Online App to Help Diagnose Alzheimer’s Enters Initial Trial Stage
A student-led team of researchers at Washington University School of Medicine (WUSM) in St. Louis, Missouri, has developed an online app designed to streamline the process of Alzheimer’s disease diagnosis. It provides physicians with more information about patients before they are evaluated in person, enabling physicians to assess and assist patients more quickly.
Less time spent on information gathering to determine a patient’s condition frees up more time for doctors to explain the life-changing implications of an Alzheimer’s diagnosis to patients and their families, and to discuss treatment options.
“This app is not meant to replace the visit with the physician,” WUSM MD/PhD student Robert Chen explained in a press release. “It is meant to help physicians have more information about the patient before they are evaluated in person.
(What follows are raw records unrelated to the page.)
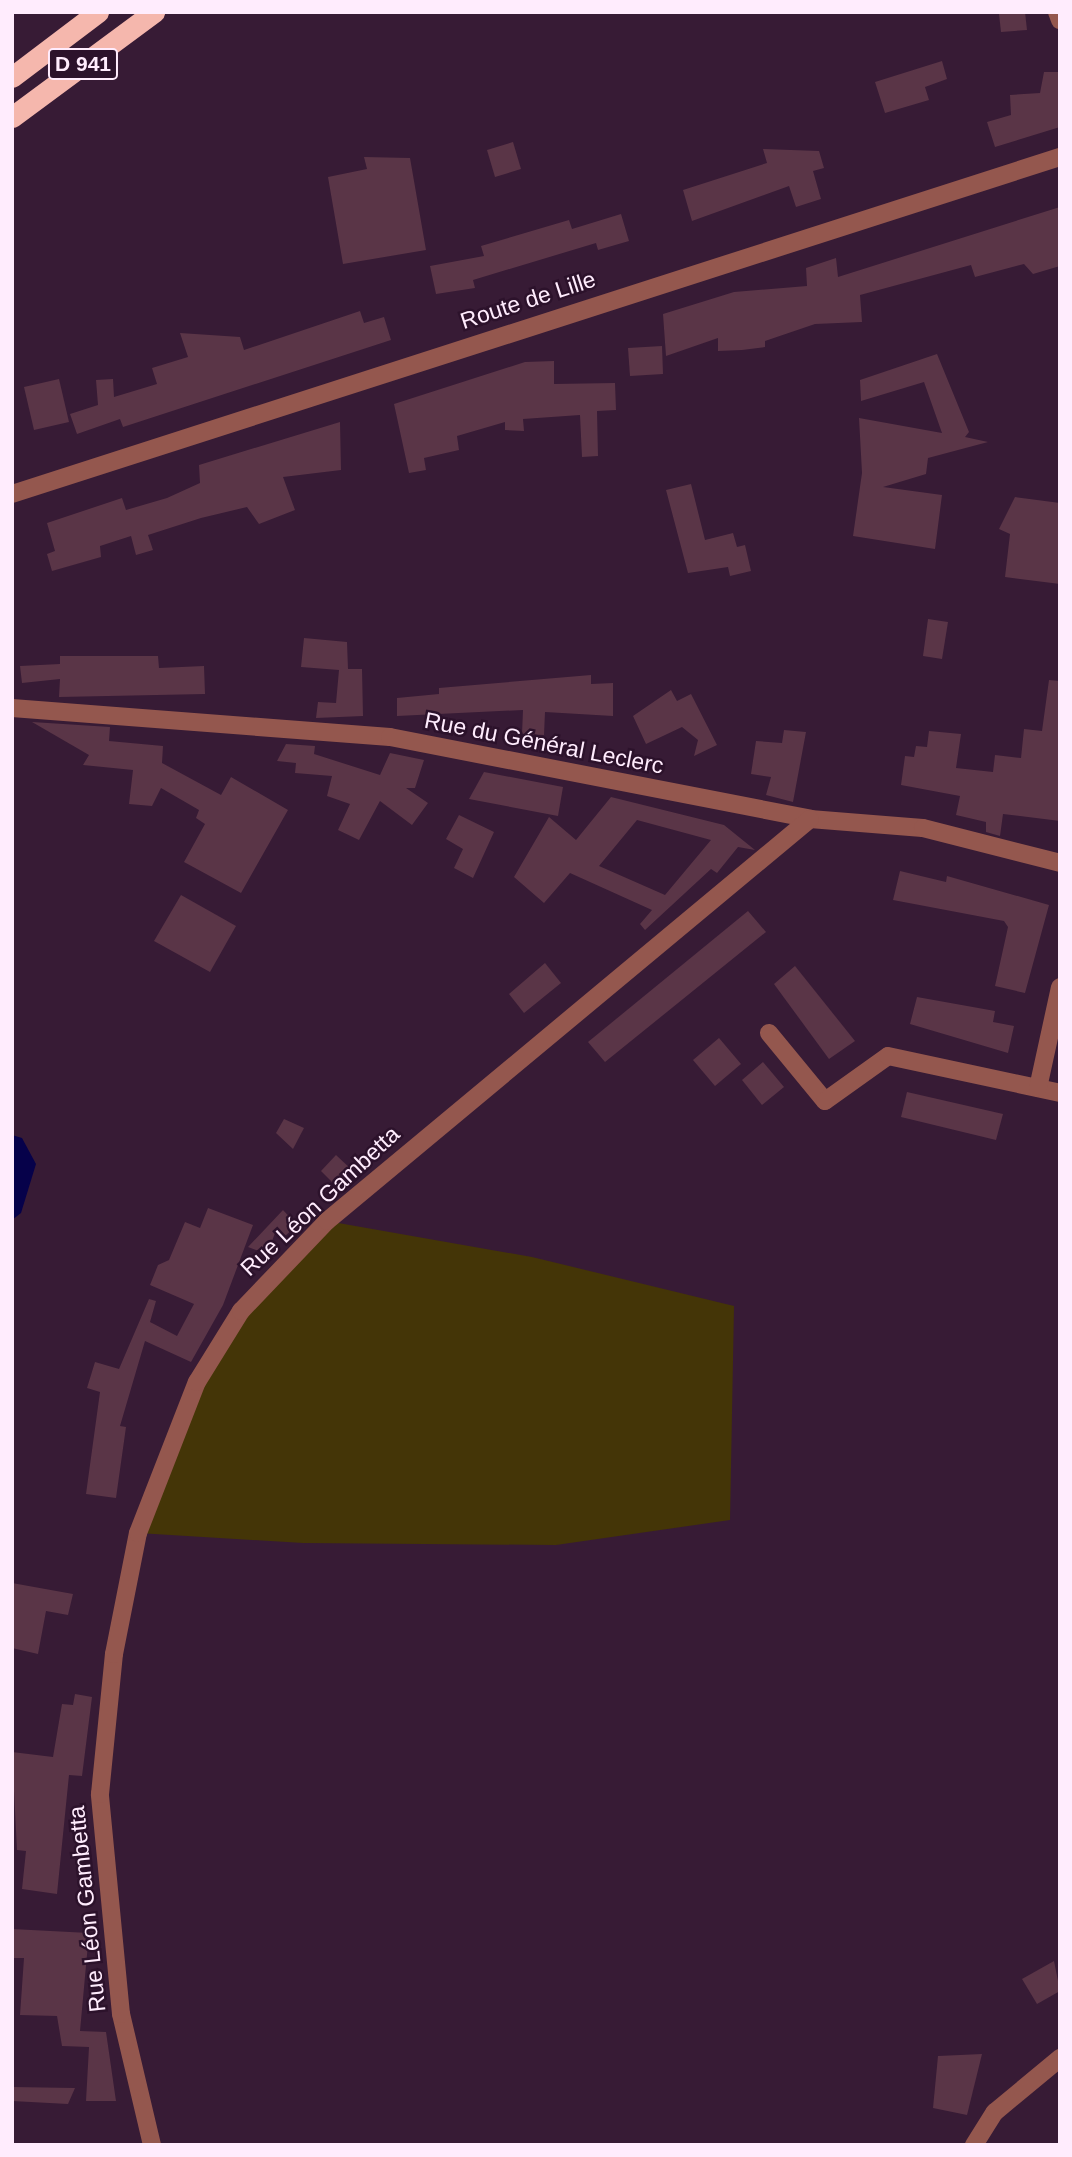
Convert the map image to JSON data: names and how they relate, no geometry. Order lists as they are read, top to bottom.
{
  "streets": {
    "highway": ["D 941"],
    "street": ["Route de Lille", "Rue du Général Leclerc", "Rue Léon Gambetta"]
  },
  "crossings": [
    ["Rue du Général Leclerc", "Rue Léon Gambetta"]
  ]
}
With additional reliable and clinically relevant information in the hands of physicians beforehand, the hope is that physicians can make a diagnosis more quickly and confidently, and spend the extra time building a treatment plan and answering questions from patients and caregivers in the face of a devastating diagnosis,” he said.
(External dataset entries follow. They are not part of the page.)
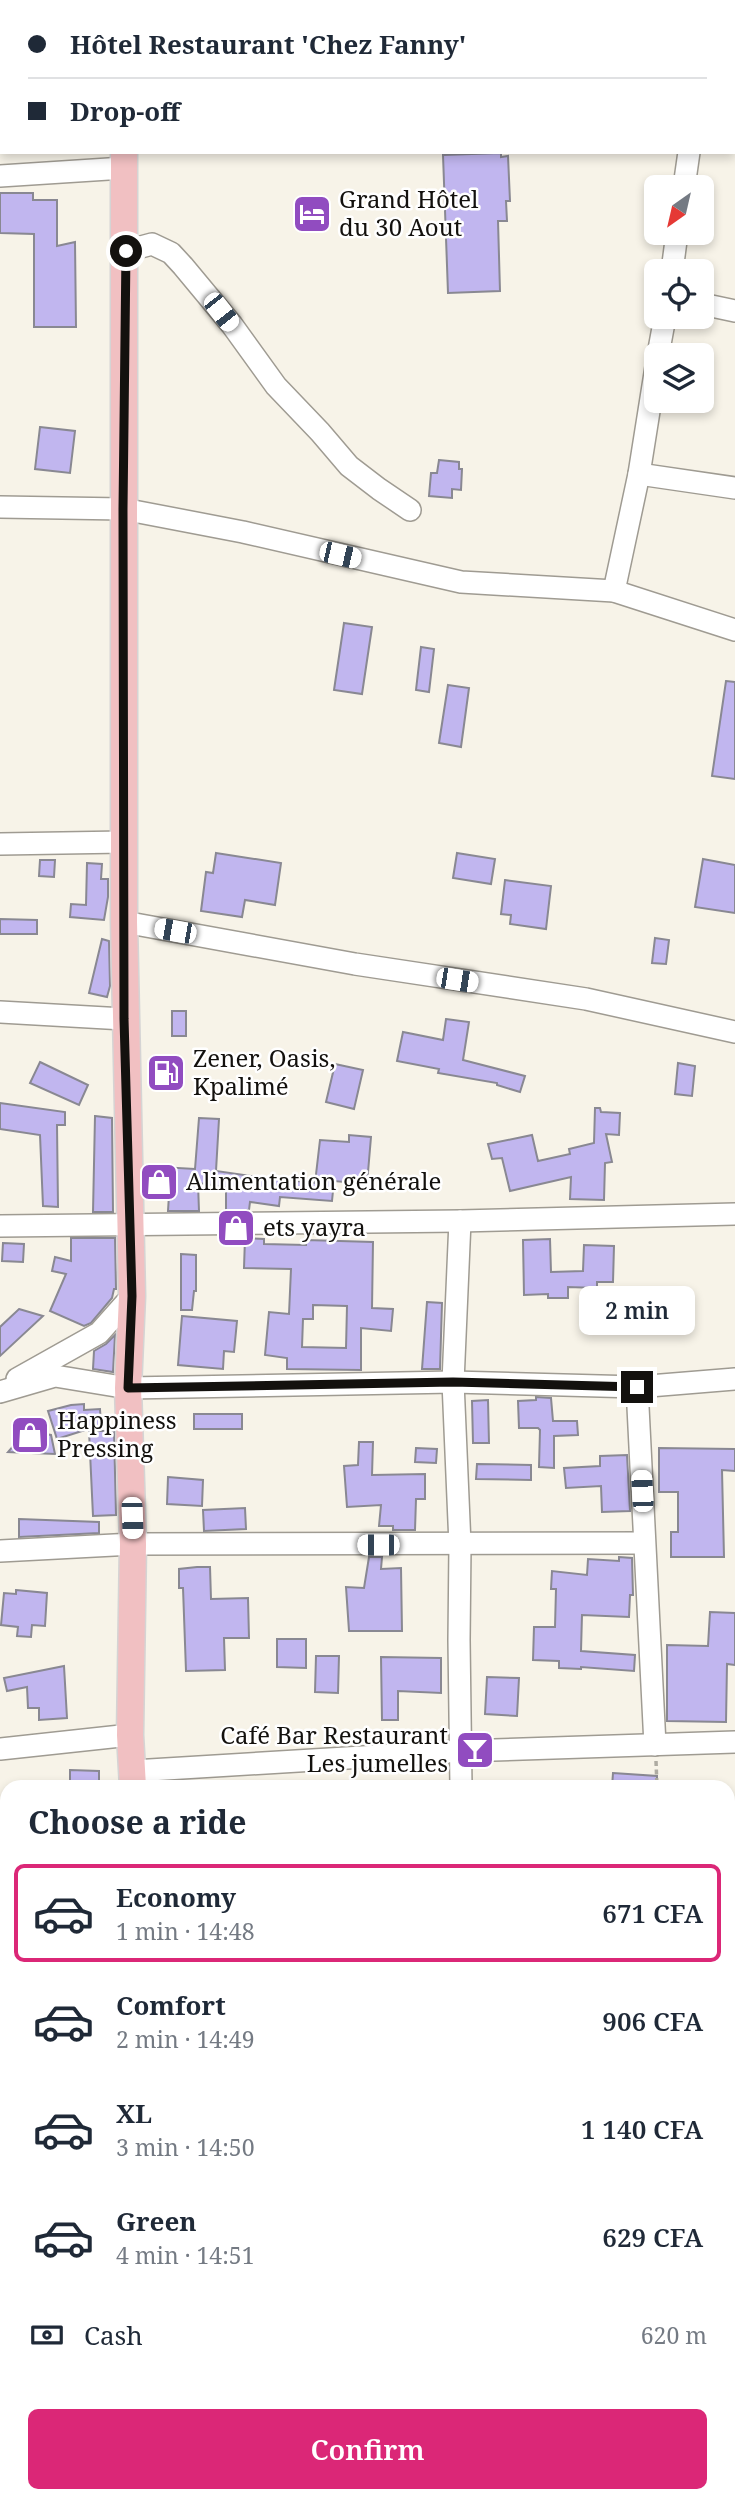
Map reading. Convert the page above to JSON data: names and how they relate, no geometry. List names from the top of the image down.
{
  "places": {
    "hotel": ["Grand Hôtel du 30 Aout"],
    "fuel station": ["Zener, Oasis, Kpalimé"],
    "shop": ["Alimentation générale", "ets yayra", "Happiness Pressing"],
    "bar": ["Café Bar Restaurant Les jumelles"]
  },
  "north": "bottom left",
  "page": {
    "banner": ["Hôtel Restaurant 'Chez Fanny'", "Drop-off"],
    "bubble": "2 min",
    "heading": "Choose a ride",
    "list": [
      {
        "name": "Economy",
        "note": "1 min · 14:48",
        "value": "671 CFA"
      },
      {
        "name": "Comfort",
        "note": "2 min · 14:49",
        "value": "906 CFA"
      },
      {
        "name": "XL",
        "note": "3 min · 14:50",
        "value": "1 140 CFA"
      },
      {
        "name": "Green",
        "note": "4 min · 14:51",
        "value": "629 CFA"
      }
    ],
    "pay": ["Cash", "620 m"],
    "buttons": "Confirm"
  }
}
Chen is co-leader of Memento, the student group that designed the app. Memento was established by Sling Health (formerly IDEA Labs), a student-run biotechnology incubator founded in 2013 at WUSM.
The WUSM Memento team’s Alzheimer’s diagnostic app represents a collaboration between students at the Schools of Medicine, Arts & Sciences, and Engineering & Applied Science. The app presents 60 to 100 questions to be answered on an iPad by a patient’s caregiver before the patient’s initial interview with a dementia specialist.
The app generates a report based on the completed questionnaire, organizing it into categories consistent with the WUSM-developed Clinical Dementia Rating Scale (CDR) — the most commonly used dementia diagnosis tool. The CDR categorizes the patient’s symptoms under six domains: Memory, orientation, judgment and problem-solving, community affairs, home and hobbies, and personal care, providing a score for each.
“Having all the intake information from the patient and family summarized in alignment with the CDR could be really helpful,” said WUSM assistant professor of neurology, psychiatry and faculty mentor on the project, Nupur Ghoshal, MD, PhD. “It wouldn’t make the diagnosis for us, but it could feed into the thought processes that we go through as we evaluate each patient.”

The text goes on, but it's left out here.